* Given information *

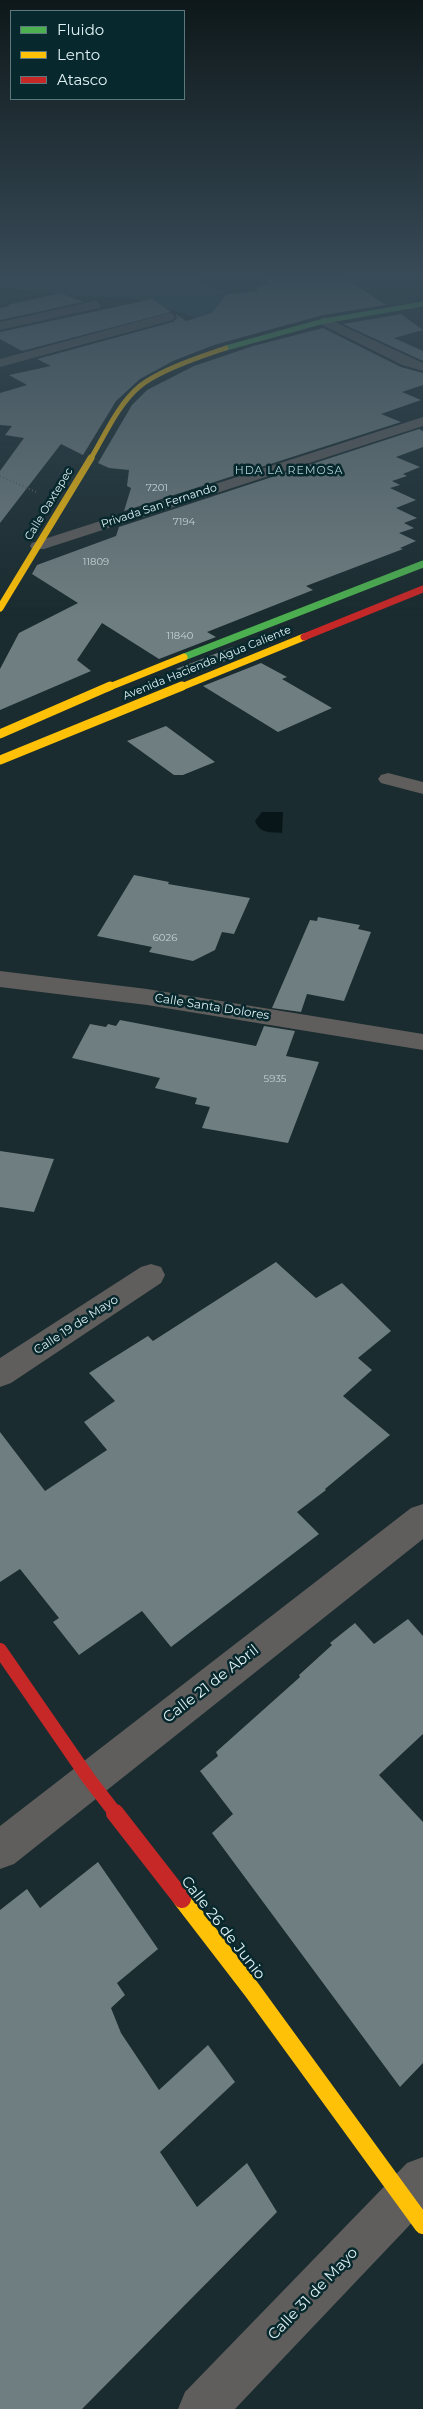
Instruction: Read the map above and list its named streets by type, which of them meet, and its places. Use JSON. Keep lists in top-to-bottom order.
{
  "streets": {
    "main road": ["Calle Oaxtepec", "Avenida Hacienda Agua Caliente", "Calle 26 de Junio"],
    "street": [
      "Privada San Fernando",
      "Calle Santa Dolores",
      "Calle 19 de Mayo",
      "Calle 21 de Abril",
      "Calle 31 de Mayo"
    ]
  },
  "crossings": [
    ["Calle Oaxtepec", "Privada San Fernando"],
    ["Calle 21 de Abril", "Calle 26 de Junio"],
    ["Calle 26 de Junio", "Calle 31 de Mayo"]
  ],
  "districts": ["HDA LA REMOSA"],
  "house_numbers": [
    "7201",
    "7194",
    "11809",
    "11840",
    "6026",
    "5935"
  ],
  "legend": ["Fluido", "Lento", "Atasco"]
}
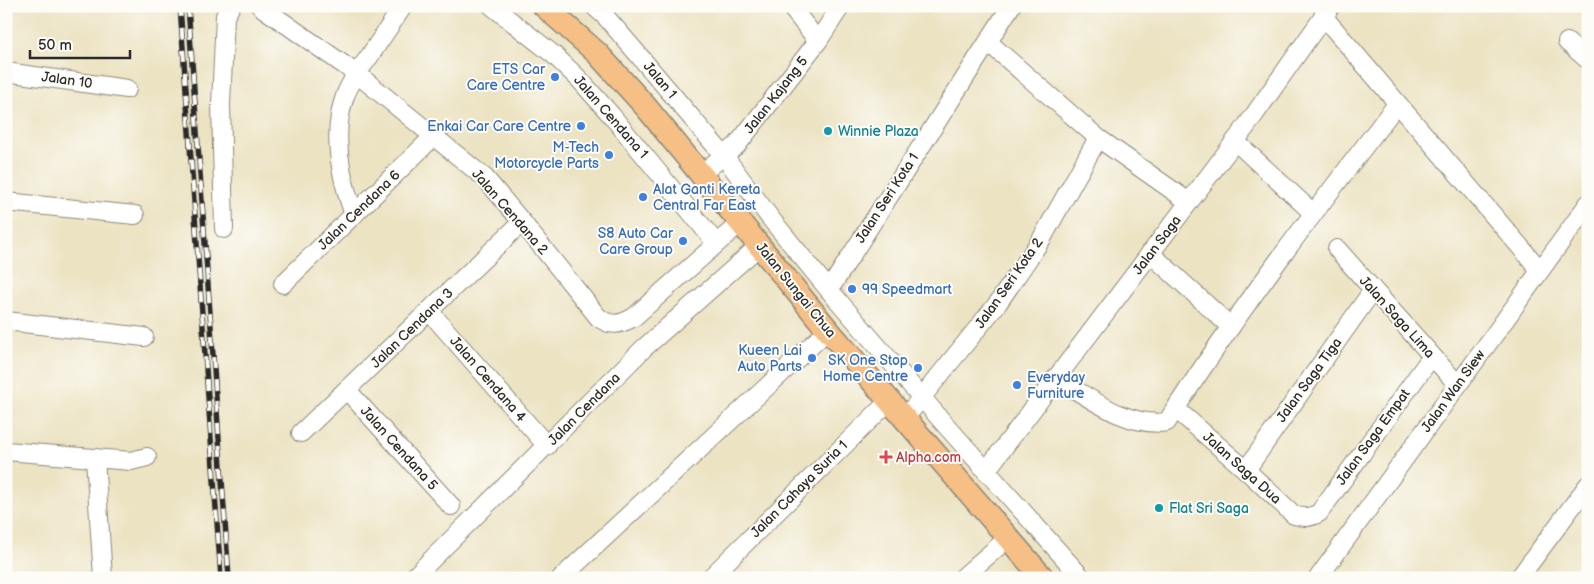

* Task requirements *
Please output all of the entries above exactly, but without any picture.

* Output of the task *
Instruction: Read the map above and list its named streets by type, which of them meet, and its places. Use JSON. Keep lists in top-to-bottom order.
{
  "streets": {
    "main road": ["Calle Oaxtepec", "Avenida Hacienda Agua Caliente", "Calle 26 de Junio"],
    "street": [
      "Privada San Fernando",
      "Calle Santa Dolores",
      "Calle 19 de Mayo",
      "Calle 21 de Abril",
      "Calle 31 de Mayo"
    ]
  },
  "crossings": [
    ["Calle Oaxtepec", "Privada San Fernando"],
    ["Calle 21 de Abril", "Calle 26 de Junio"],
    ["Calle 26 de Junio", "Calle 31 de Mayo"]
  ],
  "districts": ["HDA LA REMOSA"],
  "house_numbers": [
    "7201",
    "7194",
    "11809",
    "11840",
    "6026",
    "5935"
  ],
  "legend": ["Fluido", "Lento", "Atasco"]
}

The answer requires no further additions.